Extracted material:
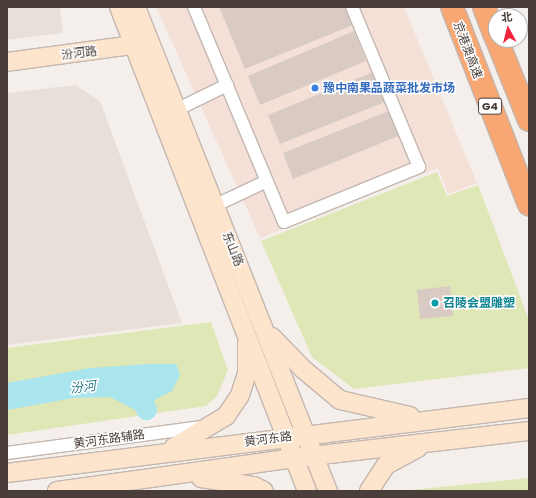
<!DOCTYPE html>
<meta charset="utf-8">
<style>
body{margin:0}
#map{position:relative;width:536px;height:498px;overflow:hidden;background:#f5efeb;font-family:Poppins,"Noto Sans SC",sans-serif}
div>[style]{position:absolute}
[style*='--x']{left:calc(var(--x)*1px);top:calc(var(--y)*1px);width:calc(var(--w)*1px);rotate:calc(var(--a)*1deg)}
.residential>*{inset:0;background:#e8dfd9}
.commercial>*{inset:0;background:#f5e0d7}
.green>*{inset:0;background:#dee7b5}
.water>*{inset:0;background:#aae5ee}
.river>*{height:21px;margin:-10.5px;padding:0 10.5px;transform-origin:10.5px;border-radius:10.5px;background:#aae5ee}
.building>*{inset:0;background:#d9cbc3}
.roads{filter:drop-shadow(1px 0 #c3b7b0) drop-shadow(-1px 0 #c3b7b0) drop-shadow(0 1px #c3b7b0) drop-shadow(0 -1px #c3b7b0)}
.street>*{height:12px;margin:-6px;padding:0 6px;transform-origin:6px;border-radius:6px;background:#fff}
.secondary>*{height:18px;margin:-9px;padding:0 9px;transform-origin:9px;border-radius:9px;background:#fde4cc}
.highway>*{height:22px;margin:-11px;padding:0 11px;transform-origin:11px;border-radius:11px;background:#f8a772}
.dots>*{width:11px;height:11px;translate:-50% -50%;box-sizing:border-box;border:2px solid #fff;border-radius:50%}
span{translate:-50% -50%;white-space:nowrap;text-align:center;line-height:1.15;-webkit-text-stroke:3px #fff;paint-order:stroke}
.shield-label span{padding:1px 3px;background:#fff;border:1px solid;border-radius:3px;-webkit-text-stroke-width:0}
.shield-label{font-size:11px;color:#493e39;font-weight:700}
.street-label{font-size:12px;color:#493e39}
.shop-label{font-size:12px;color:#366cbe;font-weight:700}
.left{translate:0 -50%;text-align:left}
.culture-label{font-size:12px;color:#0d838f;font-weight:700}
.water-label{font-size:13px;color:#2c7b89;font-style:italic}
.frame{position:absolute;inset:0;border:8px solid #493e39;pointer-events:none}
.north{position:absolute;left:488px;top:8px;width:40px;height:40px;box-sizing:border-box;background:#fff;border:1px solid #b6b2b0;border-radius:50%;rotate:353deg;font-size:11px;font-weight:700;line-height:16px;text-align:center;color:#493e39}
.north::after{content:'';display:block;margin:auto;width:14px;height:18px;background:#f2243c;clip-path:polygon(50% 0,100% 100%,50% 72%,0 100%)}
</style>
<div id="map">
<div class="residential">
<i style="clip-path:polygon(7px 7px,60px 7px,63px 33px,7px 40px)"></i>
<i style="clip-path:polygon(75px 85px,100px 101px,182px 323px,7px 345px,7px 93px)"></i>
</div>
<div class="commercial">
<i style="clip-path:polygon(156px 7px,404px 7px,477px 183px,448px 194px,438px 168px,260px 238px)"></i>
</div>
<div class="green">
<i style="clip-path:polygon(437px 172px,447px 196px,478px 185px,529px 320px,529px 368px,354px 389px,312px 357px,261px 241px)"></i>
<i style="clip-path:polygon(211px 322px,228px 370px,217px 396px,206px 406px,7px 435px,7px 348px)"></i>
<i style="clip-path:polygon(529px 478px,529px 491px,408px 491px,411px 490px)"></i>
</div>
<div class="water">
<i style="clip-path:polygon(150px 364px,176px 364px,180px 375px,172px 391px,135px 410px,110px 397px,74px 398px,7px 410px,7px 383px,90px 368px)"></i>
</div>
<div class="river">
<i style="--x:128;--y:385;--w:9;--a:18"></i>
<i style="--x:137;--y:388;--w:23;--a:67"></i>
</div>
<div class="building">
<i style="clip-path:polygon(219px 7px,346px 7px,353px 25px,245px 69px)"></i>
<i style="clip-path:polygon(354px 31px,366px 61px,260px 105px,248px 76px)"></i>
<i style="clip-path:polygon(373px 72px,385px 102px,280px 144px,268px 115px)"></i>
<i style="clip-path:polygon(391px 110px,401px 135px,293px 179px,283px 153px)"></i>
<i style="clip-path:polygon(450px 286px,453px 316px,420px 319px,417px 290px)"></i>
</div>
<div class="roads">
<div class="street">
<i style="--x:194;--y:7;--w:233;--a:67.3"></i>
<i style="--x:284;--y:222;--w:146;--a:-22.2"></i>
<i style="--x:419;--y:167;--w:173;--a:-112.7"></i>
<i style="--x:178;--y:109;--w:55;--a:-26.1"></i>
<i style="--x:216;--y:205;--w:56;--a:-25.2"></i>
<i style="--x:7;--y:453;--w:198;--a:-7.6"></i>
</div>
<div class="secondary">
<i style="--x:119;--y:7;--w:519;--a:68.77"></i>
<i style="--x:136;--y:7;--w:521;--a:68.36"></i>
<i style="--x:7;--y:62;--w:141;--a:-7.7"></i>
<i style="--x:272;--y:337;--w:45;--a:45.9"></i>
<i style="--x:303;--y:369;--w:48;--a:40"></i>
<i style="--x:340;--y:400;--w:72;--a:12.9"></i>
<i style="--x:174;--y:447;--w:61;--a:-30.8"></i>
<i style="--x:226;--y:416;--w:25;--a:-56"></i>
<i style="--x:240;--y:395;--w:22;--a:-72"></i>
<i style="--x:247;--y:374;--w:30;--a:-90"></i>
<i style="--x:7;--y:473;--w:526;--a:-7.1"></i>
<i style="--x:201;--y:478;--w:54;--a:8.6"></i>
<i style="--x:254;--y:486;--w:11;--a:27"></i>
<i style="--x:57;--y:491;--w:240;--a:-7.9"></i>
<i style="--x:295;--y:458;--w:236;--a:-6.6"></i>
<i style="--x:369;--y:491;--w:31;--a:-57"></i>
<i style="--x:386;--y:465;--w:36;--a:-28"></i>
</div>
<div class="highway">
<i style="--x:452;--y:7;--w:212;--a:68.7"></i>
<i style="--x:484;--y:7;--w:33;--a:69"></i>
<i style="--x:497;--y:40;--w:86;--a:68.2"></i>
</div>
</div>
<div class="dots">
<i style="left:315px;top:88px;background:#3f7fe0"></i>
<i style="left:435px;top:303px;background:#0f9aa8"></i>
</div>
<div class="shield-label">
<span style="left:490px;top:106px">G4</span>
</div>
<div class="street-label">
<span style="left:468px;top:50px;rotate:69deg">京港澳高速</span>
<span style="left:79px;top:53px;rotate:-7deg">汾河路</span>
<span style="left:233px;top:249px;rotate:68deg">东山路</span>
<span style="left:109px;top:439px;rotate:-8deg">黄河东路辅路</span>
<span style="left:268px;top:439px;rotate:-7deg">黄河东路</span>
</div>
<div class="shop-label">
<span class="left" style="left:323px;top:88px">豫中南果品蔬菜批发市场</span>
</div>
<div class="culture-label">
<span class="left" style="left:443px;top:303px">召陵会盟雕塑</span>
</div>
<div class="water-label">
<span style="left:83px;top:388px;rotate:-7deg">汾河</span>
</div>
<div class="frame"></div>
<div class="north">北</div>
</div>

Try it:
Each line in the data that holds the string "river" must be returned.

Solution to the exercise:
.river>*{height:21px;margin:-10.5px;padding:0 10.5px;transform-origin:10.5px;border-radius:10.5px;background:#aae5ee}
<div class="river">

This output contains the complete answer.